И глаза Васковского, простодушно-детские, словно лишь отражающие окружавшие предметы, и вместе устремленные в бесконечность, обратились к окну, за которым сквозь серые тучи там и сям пробивались солнечные лучи.
– Жаль, что не доживу из-за своей головы; интересное будет время, – сказал Букацкий.
Машко, недолюбливавший Васковского за бесконечные разглагольствования по всякому поводу и без повода и окрестивший его «пилой», вынул сигару из бокового кармана сюртука, откусил кончик и сказал, обращаясь к Поланецкому:
– Слушай, Стась, ты правда решил закладную продать?
– Да. А почему ты спрашиваешь?
– Хочу как следует обмозговать.
– Ты?
– А что? Ты знаешь ведь, я интересуюсь такими делами. Мы об этом еще потолкуем. Сегодня ничего определенного не могу тебе сказать, а завтра посмотрю по кадастровым книгам и решу, стоящее ли это дело. Приходи после обеда ко мне, и, может, мы за чашкой кофе о чем договоримся.
– Ладно. Договоримся или нет, желательно только поскорее.
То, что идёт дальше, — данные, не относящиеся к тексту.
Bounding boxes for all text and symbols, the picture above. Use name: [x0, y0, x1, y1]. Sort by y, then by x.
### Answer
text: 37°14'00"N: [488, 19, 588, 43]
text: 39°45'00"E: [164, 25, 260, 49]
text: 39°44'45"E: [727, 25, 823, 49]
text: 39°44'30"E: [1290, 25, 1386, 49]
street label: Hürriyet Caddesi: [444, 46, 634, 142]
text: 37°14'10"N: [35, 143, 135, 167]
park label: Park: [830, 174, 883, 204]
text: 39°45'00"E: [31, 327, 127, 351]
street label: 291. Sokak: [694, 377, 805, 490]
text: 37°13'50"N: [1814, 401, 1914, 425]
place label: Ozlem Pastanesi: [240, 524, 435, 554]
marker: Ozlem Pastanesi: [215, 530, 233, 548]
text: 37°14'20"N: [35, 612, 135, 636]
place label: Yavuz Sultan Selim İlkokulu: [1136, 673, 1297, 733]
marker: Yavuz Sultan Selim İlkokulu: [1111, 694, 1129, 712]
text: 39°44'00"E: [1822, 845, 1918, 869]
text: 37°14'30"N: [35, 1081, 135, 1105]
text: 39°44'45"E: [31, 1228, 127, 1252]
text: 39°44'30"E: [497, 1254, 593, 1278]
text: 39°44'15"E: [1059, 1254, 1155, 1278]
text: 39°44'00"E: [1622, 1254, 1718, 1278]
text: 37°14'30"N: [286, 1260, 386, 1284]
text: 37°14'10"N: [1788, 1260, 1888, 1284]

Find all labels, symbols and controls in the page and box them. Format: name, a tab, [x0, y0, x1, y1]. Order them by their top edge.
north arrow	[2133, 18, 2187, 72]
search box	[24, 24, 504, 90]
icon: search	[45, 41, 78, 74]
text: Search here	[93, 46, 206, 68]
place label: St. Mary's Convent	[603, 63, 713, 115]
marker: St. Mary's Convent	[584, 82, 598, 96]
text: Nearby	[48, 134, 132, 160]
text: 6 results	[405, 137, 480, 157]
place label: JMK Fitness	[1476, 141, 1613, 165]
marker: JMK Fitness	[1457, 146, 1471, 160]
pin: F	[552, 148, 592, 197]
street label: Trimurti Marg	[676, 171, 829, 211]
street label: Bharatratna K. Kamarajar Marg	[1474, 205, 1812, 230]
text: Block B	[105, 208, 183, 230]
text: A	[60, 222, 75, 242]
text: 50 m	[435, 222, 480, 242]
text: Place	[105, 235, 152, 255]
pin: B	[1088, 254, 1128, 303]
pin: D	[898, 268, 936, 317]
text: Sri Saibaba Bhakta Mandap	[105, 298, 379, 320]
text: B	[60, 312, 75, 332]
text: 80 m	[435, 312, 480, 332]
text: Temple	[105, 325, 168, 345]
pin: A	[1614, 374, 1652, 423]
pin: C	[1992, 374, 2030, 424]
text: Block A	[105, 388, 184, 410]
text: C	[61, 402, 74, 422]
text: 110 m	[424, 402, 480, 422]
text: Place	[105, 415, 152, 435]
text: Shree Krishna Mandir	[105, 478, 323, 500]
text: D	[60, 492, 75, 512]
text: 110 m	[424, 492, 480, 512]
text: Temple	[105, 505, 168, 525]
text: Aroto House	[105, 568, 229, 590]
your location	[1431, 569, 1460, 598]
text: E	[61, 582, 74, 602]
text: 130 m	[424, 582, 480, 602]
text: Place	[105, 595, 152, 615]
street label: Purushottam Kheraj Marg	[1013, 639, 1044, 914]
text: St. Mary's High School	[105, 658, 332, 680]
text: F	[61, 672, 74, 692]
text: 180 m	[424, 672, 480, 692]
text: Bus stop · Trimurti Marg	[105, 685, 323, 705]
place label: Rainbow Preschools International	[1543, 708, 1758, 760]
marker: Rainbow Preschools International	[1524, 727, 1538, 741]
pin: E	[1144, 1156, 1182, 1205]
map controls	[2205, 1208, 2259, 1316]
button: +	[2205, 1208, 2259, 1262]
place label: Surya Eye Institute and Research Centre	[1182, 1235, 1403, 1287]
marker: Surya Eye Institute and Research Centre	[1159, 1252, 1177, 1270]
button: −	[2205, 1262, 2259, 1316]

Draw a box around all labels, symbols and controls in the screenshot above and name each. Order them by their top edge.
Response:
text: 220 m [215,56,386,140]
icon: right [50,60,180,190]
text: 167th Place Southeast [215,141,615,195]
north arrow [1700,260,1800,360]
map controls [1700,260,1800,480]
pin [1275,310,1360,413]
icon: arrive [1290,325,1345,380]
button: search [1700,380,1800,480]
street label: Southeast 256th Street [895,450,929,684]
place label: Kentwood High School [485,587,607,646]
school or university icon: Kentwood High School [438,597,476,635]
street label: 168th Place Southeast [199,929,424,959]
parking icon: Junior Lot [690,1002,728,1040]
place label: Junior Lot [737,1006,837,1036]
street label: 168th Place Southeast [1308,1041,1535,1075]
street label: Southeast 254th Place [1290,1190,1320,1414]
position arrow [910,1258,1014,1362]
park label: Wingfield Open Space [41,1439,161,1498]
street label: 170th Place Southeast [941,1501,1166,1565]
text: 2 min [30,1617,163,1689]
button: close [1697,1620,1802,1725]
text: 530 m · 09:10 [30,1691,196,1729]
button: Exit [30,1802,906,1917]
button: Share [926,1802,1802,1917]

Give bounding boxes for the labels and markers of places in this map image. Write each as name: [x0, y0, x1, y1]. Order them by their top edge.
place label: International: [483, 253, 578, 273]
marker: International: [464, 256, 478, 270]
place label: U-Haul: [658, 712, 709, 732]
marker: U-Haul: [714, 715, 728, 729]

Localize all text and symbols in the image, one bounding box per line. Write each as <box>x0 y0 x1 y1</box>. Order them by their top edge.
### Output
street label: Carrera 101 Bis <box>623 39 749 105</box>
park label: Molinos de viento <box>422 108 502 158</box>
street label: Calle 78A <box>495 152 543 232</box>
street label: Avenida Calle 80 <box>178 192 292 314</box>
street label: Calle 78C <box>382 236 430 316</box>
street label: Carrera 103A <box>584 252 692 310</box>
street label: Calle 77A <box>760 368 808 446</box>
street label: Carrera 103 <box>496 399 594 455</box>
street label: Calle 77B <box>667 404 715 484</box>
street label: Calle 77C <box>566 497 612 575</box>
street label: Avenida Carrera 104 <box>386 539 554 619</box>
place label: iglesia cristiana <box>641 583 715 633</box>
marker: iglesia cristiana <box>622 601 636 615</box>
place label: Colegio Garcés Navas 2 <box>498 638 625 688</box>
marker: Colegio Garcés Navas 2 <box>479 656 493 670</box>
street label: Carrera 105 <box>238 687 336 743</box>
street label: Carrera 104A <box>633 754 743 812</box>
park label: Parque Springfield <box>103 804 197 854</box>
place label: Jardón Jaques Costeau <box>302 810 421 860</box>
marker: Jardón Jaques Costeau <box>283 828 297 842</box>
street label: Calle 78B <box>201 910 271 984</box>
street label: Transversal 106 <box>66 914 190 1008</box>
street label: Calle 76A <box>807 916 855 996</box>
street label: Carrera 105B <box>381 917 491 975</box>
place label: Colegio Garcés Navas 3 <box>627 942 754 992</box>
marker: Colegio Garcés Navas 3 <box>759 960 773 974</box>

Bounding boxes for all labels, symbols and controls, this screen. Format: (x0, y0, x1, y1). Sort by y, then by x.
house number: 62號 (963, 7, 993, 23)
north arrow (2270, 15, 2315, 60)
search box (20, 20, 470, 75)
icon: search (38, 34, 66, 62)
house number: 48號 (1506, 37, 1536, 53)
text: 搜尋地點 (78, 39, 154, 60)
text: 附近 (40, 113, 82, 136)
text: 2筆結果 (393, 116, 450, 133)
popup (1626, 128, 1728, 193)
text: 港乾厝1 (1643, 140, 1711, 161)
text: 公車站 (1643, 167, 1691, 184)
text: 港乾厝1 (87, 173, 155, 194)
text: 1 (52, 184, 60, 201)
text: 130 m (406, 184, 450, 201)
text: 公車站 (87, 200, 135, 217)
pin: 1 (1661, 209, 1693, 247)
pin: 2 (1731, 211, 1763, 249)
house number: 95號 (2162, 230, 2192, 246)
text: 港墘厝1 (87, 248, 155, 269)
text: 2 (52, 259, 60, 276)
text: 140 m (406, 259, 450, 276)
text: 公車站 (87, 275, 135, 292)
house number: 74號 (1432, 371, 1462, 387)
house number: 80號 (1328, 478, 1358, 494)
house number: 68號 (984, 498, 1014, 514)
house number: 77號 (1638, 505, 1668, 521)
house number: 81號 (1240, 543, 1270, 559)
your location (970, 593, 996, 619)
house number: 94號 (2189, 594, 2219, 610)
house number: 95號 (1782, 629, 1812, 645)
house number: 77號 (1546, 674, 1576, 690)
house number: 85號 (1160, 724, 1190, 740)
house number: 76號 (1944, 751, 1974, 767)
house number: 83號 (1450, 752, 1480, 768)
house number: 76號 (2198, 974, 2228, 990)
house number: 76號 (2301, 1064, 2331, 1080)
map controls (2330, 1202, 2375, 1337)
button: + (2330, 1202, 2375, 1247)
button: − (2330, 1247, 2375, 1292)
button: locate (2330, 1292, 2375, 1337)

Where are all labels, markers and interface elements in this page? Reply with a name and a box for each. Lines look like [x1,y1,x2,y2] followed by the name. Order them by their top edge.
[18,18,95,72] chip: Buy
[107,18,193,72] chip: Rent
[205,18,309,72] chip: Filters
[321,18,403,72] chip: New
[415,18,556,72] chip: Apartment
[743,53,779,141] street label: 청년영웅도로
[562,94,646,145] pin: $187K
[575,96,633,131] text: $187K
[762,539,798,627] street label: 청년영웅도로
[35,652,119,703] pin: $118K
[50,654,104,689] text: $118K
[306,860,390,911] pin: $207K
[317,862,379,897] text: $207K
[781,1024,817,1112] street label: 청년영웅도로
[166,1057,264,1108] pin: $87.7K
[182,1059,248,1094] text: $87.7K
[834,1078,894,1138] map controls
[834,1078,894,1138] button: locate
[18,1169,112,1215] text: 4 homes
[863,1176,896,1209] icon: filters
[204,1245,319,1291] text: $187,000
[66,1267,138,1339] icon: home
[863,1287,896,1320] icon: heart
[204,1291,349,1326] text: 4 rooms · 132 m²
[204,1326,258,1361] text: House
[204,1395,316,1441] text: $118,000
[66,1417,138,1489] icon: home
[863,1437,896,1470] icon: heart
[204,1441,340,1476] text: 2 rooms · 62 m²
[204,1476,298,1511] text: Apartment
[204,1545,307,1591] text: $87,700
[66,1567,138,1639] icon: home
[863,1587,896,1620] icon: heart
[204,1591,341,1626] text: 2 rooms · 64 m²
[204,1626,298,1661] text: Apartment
Хочу уехать, как позволят наши с Бигелем дела.
– А куда ты собираешься? – спросил Букацкий.
– Сам не знаю еще. Жарко уж очень в городе. Куда-нибудь, где лес и вода.
– Это устарелый предрассудок, – сказал Букацкий. – Одна сторона улицы в городе всегда в тени, не то что в деревне. Я вот хожу по теневой стороне и на жару не жалуюсь, и на лето не выезжаю никогда.
– А вы едете куда-нибудь? – спросил Поланецкий у Васковского.
– Пани Эмилия зовет в Райхенгалль. Может, и выберусь к ним.